L'urticaire


Mon point de vue n'a pas beaucoup changé depuis cet article du 13 janvier 2010. Mon statut professionnel me permet simplement de faire encore plus attention et de sélectionner avec soin les projets sur lesquels je m'investis corps et âme. Le genre de situation que j'évoquais ci-dessous est devenu rare. Mon mépris pour ceux qui abusent de leur pouvoir désuet, alors qu'ils n'existent que grâce au travail acharné des artistes, ressemble à celui de JLG lorsqu'en 1987 il se moquait des "professionnels de la profession" ! Les amateurs, dont l'étymologie vient du verbe aimer, sont d'autant plus précieux, et je leur offre mon amour en retour.

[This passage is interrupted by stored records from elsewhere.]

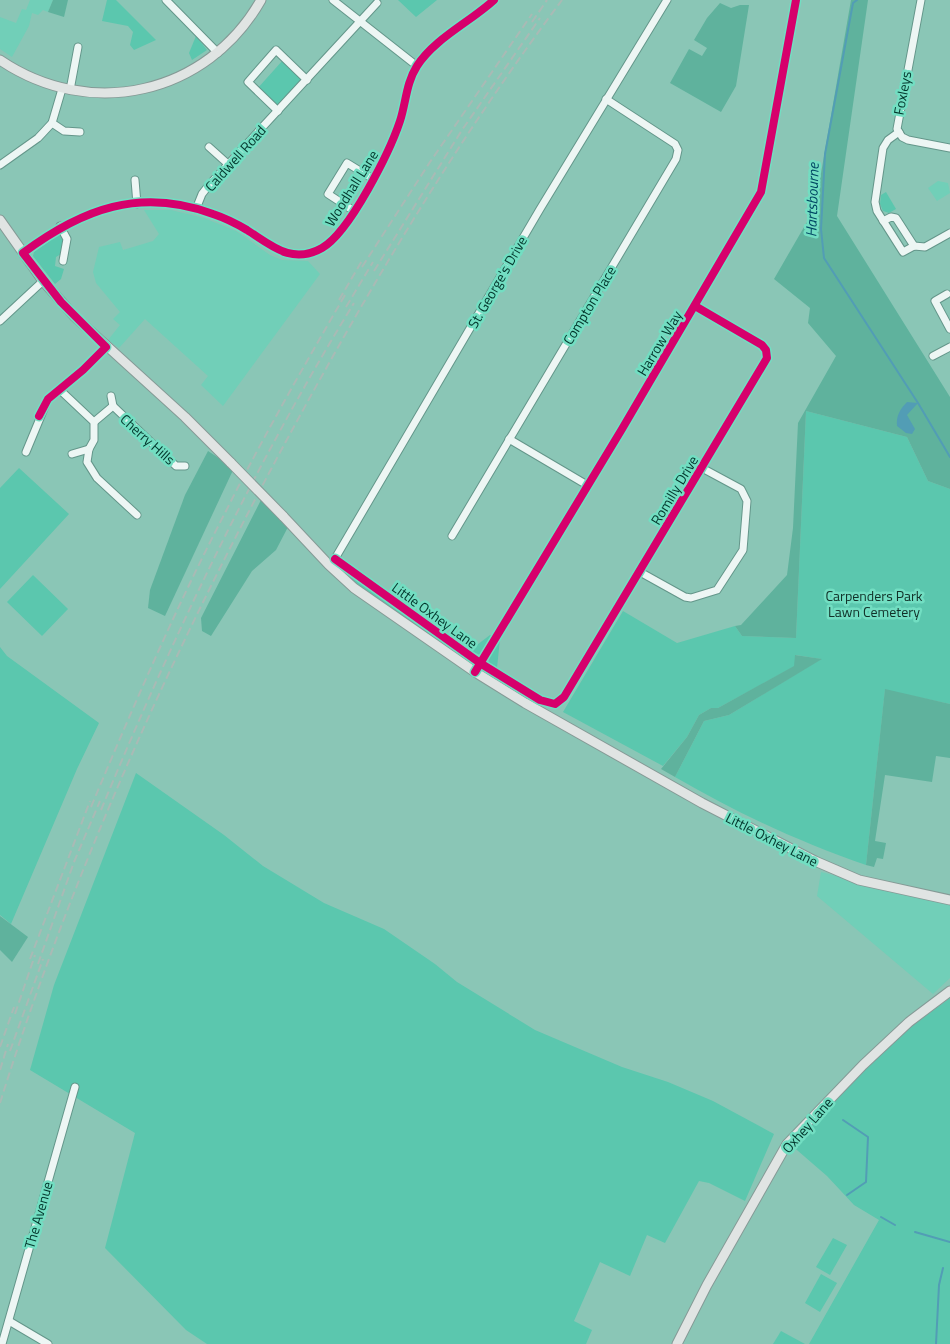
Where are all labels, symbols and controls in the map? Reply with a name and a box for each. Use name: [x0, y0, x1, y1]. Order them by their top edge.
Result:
street label: Foxleys: [887, 69, 917, 117]
street label: Caldwell Road: [199, 120, 271, 196]
street label: Woodhall Lane: [319, 146, 383, 230]
water label: Hartsbourne: [799, 161, 825, 238]
street label: St. George's Drive: [462, 232, 532, 332]
street label: Compton Place: [557, 262, 621, 348]
street label: Harrow Way: [631, 306, 687, 380]
street label: Cherry Hills: [116, 409, 180, 469]
street label: Romilly Drive: [645, 451, 703, 529]
street label: Little Oxhey Lane: [388, 577, 482, 653]
park label: Carpenders Park Lawn Cemetery: [825, 585, 923, 622]
street label: Little Oxhey Lane: [722, 807, 822, 871]
street label: Oxhey Lane: [777, 1092, 837, 1158]
street label: The Avenue: [18, 1179, 58, 1251]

Certains clients me donnent des boutons. Mais heureusement, comme beaucoup d'autres choses sur Internet, ils sont virtuels. Pas les clients, mais les boutons ! Je n'accepte pas de me donner un mal de chien pour bien faire mon travail, en temps et en heure, et qu'en retour il faille me battre pour être payé. Envoyer le chèque comme convenu est le travail que j'exige de mon interlocuteur contractuel. Il n'a que cela à faire ! La mauvaise foi est plus souvent de rigueur. Exemple, si ma facture n'est pas tout à fait conforme à ce que le client attend, au lieu de me le signaler pour que je lui en renvoie une illico en bonne et due forme, il bloque le paiement jusqu'à ce que je m'inquiète de n'avoir rien reçu. Si je ne suis pas en permanence sur le coup, je risque fort de payer les conséquences de leur défaillance, souvent intentionnelle, alors que ce n'est plus mon rôle, mais le leur...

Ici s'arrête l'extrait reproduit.